• MATERIAL FOR THIS EXERCISE
------------------------------

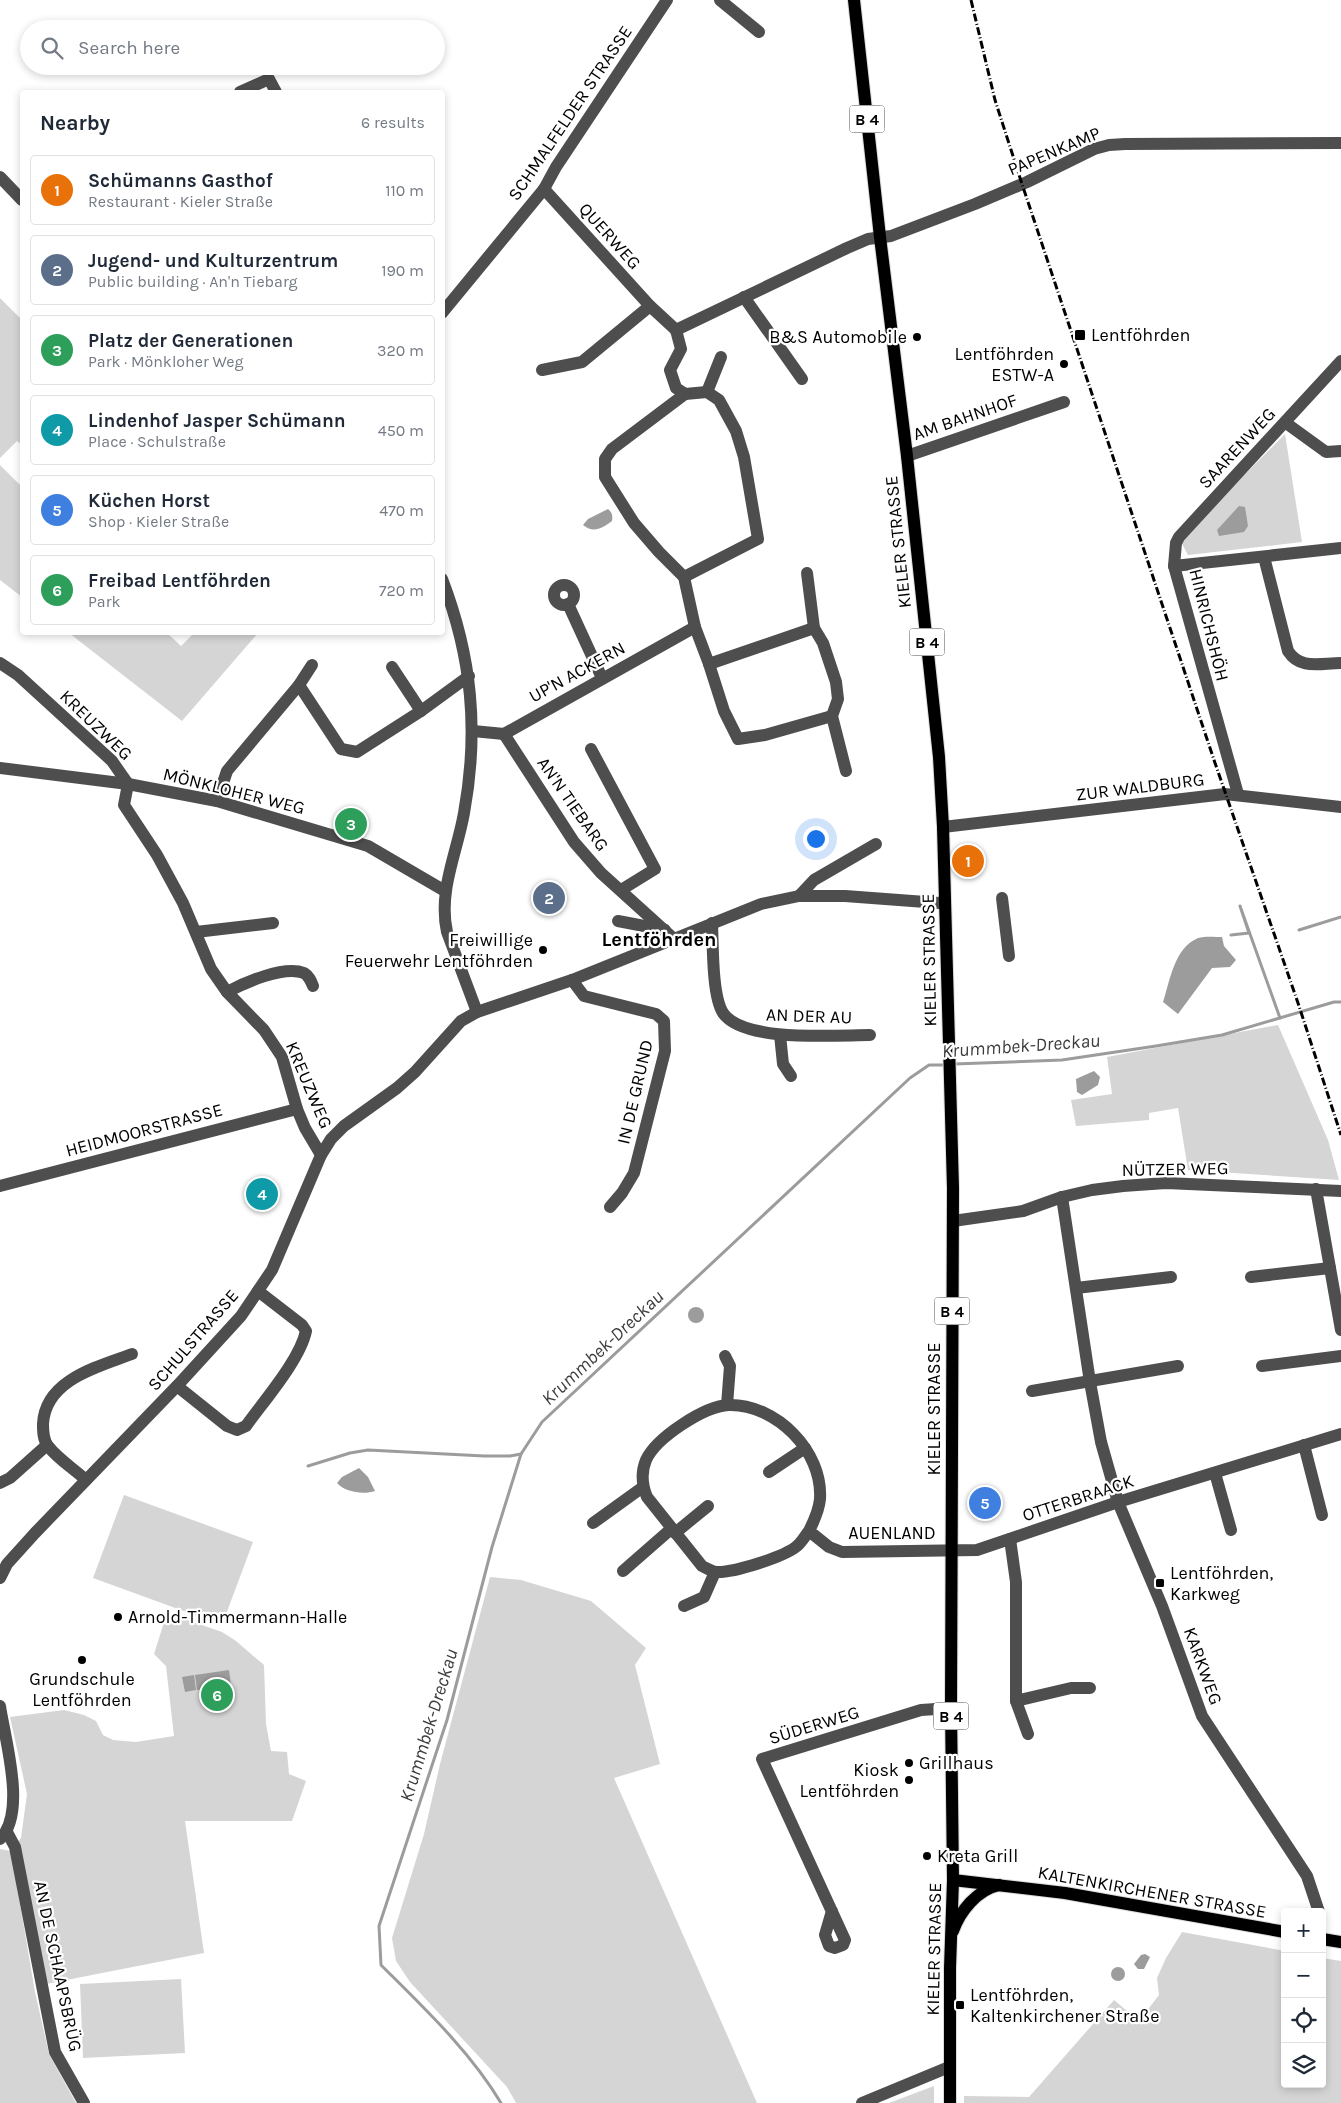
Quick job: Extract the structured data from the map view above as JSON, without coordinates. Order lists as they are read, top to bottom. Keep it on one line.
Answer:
{"streets":{"main road":["B 4","KIELER STRASSE","KALTENKIRCHENER STRASSE"],"street":["SCHMALFELDER STRASSE","PAPENKAMP","QUERWEG","AM BAHNHOF","SAARENWEG","HINRICHSHÖH","UP'N ACKERN","KREUZWEG","ZUR WALDBURG","MÖNKLOHER WEG","AN'N TIEBARG","AN DER AU","IN DE GRUND","HEIDMOORSTRASSE","NÜTZER WEG","SCHULSTRASSE","OTTERBRAACK","AUENLAND","KARKWEG","SÜDERWEG","AN DE SCHAAPSBRÜG"]},"crossings":[["SCHMALFELDER STRASSE","QUERWEG"],["PAPENKAMP","KIELER STRASSE"],["AM BAHNHOF","KIELER STRASSE"],["SAARENWEG","HINRICHSHÖH"],["KIELER STRASSE","ZUR WALDBURG"],["KIELER STRASSE","NÜTZER WEG"],["KIELER STRASSE","SCHULSTRASSE"],["KIELER STRASSE","OTTERBRAACK"],["KIELER STRASSE","AUENLAND"],["KIELER STRASSE","SÜDERWEG"],["KIELER STRASSE","KALTENKIRCHENER STRASSE"],["HINRICHSHÖH","ZUR WALDBURG"],["UP'N ACKERN","AN'N TIEBARG"],["KREUZWEG","MÖNKLOHER WEG"],["KREUZWEG","HEIDMOORSTRASSE"],["KREUZWEG","SCHULSTRASSE"],["AN'N TIEBARG","SCHULSTRASSE"],["AN DER AU","SCHULSTRASSE"],["IN DE GRUND","SCHULSTRASSE"],["NÜTZER WEG","KARKWEG"],["OTTERBRAACK","AUENLAND"],["OTTERBRAACK","KARKWEG"]],"districts":["Lentföhrden"],"water":["Krummbek-Dreckau"],"places":{"transit":["Lentföhrden","Lentföhrden, Karkweg","Lentföhrden, Kaltenkirchener Straße"],"other":["B&S Automobile","Lentföhrden ESTW-A","Freiwillige Feuerwehr Lentföhrden","Arnold-Timmermann-Halle","Grundschule Lentföhrden","Grillhaus","Kiosk Lentföhrden","Kreta Grill"]},"page":{"search":"Search here","heading":["Nearby","6 results"],"list":[{"mark":"1","name":"Schümanns Gasthof","note":"Restaurant · Kieler Straße","value":"110 m"},{"mark":"2","name":"Jugend- und Kulturzentrum","note":"Public building · An'n Tiebarg","value":"190 m"},{"mark":"3","name":"Platz der Generationen","note":"Park · Mönkloher Weg","value":"320 m"},{"mark":"4","name":"Lindenhof Jasper Schümann","note":"Place · Schulstraße","value":"450 m"},{"mark":"5","name":"Küchen Horst","note":"Shop · Kieler Straße","value":"470 m"},{"mark":"6","name":"Freibad Lentföhrden","note":"Park","value":"720 m"}],"pins":["3","1","2","4","5","6"],"map_buttons":["+","−"]}}
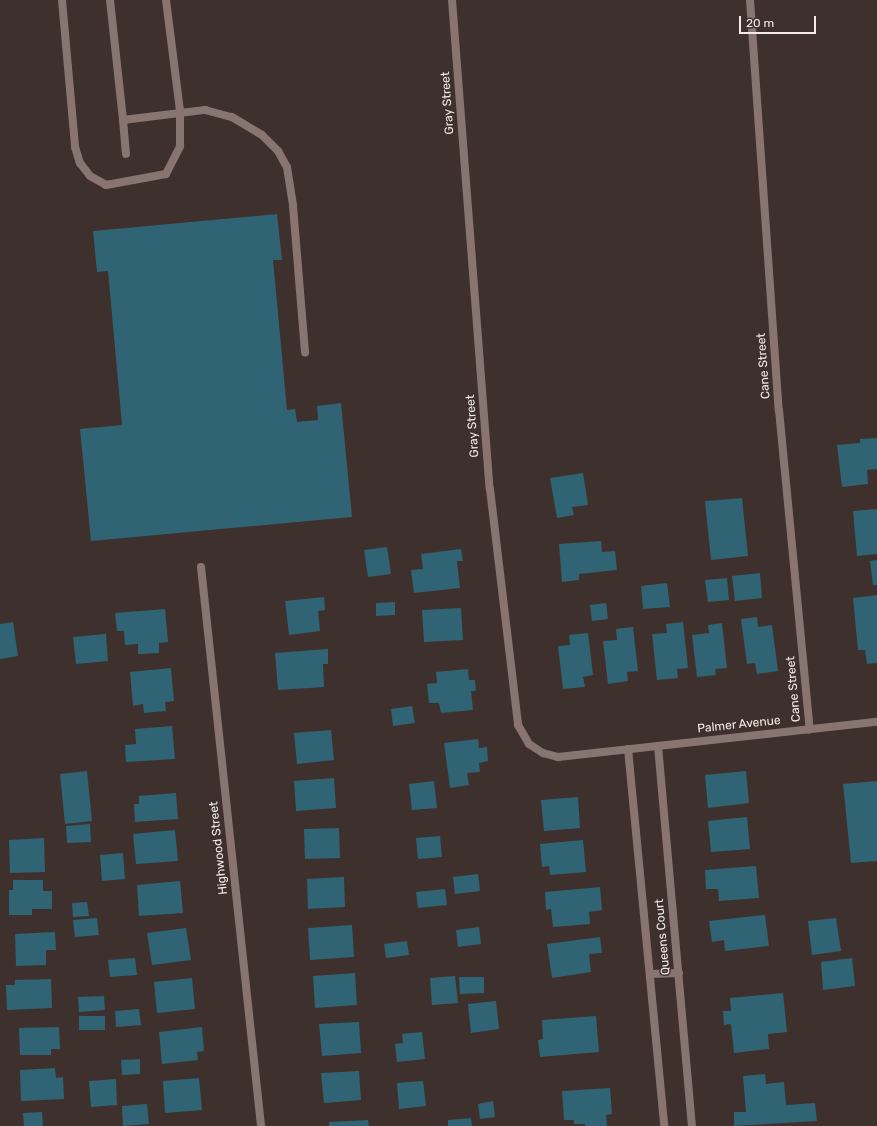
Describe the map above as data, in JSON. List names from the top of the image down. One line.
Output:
{"streets":{"street":["Gray Street","Cane Street","Palmer Avenue","Highwood Street","Queens Court"]},"crossings":[["Gray Street","Palmer Avenue"],["Gray Street","Queens Court"],["Cane Street","Palmer Avenue"],["Palmer Avenue","Queens Court"]],"scale_bar":"20 m"}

------------------------------

• THE TASK
Reproduce the material exactly; omit the pictures.

• TASK RESULT
Quick job: Extract the structured data from the map view above as JSON, without coordinates. Order lists as they are read, top to bottom. Keep it on one line.
Answer:
{"streets":{"main road":["B 4","KIELER STRASSE","KALTENKIRCHENER STRASSE"],"street":["SCHMALFELDER STRASSE","PAPENKAMP","QUERWEG","AM BAHNHOF","SAARENWEG","HINRICHSHÖH","UP'N ACKERN","KREUZWEG","ZUR WALDBURG","MÖNKLOHER WEG","AN'N TIEBARG","AN DER AU","IN DE GRUND","HEIDMOORSTRASSE","NÜTZER WEG","SCHULSTRASSE","OTTERBRAACK","AUENLAND","KARKWEG","SÜDERWEG","AN DE SCHAAPSBRÜG"]},"crossings":[["SCHMALFELDER STRASSE","QUERWEG"],["PAPENKAMP","KIELER STRASSE"],["AM BAHNHOF","KIELER STRASSE"],["SAARENWEG","HINRICHSHÖH"],["KIELER STRASSE","ZUR WALDBURG"],["KIELER STRASSE","NÜTZER WEG"],["KIELER STRASSE","SCHULSTRASSE"],["KIELER STRASSE","OTTERBRAACK"],["KIELER STRASSE","AUENLAND"],["KIELER STRASSE","SÜDERWEG"],["KIELER STRASSE","KALTENKIRCHENER STRASSE"],["HINRICHSHÖH","ZUR WALDBURG"],["UP'N ACKERN","AN'N TIEBARG"],["KREUZWEG","MÖNKLOHER WEG"],["KREUZWEG","HEIDMOORSTRASSE"],["KREUZWEG","SCHULSTRASSE"],["AN'N TIEBARG","SCHULSTRASSE"],["AN DER AU","SCHULSTRASSE"],["IN DE GRUND","SCHULSTRASSE"],["NÜTZER WEG","KARKWEG"],["OTTERBRAACK","AUENLAND"],["OTTERBRAACK","KARKWEG"]],"districts":["Lentföhrden"],"water":["Krummbek-Dreckau"],"places":{"transit":["Lentföhrden","Lentföhrden, Karkweg","Lentföhrden, Kaltenkirchener Straße"],"other":["B&S Automobile","Lentföhrden ESTW-A","Freiwillige Feuerwehr Lentföhrden","Arnold-Timmermann-Halle","Grundschule Lentföhrden","Grillhaus","Kiosk Lentföhrden","Kreta Grill"]},"page":{"search":"Search here","heading":["Nearby","6 results"],"list":[{"mark":"1","name":"Schümanns Gasthof","note":"Restaurant · Kieler Straße","value":"110 m"},{"mark":"2","name":"Jugend- und Kulturzentrum","note":"Public building · An'n Tiebarg","value":"190 m"},{"mark":"3","name":"Platz der Generationen","note":"Park · Mönkloher Weg","value":"320 m"},{"mark":"4","name":"Lindenhof Jasper Schümann","note":"Place · Schulstraße","value":"450 m"},{"mark":"5","name":"Küchen Horst","note":"Shop · Kieler Straße","value":"470 m"},{"mark":"6","name":"Freibad Lentföhrden","note":"Park","value":"720 m"}],"pins":["3","1","2","4","5","6"],"map_buttons":["+","−"]}}
Describe the map above as data, in JSON. List names from the top of the image down. One line.
Output:
{"streets":{"street":["Gray Street","Cane Street","Palmer Avenue","Highwood Street","Queens Court"]},"crossings":[["Gray Street","Palmer Avenue"],["Gray Street","Queens Court"],["Cane Street","Palmer Avenue"],["Palmer Avenue","Queens Court"]],"scale_bar":"20 m"}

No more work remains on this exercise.